WORK ORDER | Pull out from the material below all lines with "image".

RECORDS SUPPLIED |

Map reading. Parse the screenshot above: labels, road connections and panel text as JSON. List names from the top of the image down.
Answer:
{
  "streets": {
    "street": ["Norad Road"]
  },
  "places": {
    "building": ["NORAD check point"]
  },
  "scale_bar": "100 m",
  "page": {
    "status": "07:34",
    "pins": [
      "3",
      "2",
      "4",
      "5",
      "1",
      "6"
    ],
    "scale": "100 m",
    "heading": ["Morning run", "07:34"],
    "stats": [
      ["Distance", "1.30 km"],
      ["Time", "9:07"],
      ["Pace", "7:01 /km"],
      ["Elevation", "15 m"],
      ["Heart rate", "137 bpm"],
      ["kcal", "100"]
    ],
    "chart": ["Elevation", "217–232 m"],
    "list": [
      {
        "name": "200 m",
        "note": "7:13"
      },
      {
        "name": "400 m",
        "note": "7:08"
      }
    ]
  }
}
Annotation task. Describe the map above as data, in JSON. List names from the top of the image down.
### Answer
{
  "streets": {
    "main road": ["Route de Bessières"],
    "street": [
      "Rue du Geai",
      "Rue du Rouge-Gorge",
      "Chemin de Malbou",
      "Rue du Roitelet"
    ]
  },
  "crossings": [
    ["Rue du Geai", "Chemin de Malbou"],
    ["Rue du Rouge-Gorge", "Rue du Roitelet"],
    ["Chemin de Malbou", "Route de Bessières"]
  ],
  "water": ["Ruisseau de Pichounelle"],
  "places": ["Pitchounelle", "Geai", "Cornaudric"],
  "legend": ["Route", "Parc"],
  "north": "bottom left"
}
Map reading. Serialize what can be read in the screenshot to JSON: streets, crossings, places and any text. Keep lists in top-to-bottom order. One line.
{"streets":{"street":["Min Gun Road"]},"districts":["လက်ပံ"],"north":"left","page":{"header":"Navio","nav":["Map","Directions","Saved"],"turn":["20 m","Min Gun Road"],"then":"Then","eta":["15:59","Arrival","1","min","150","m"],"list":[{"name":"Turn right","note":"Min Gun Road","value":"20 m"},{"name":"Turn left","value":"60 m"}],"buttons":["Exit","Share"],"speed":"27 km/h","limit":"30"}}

FINISHED EXERCISE |
Map reading. Parse the screenshot above: labels, road connections and panel text as JSON. List names from the top of the image down.
Annotation task. Describe the map above as data, in JSON. List names from the top of the image down.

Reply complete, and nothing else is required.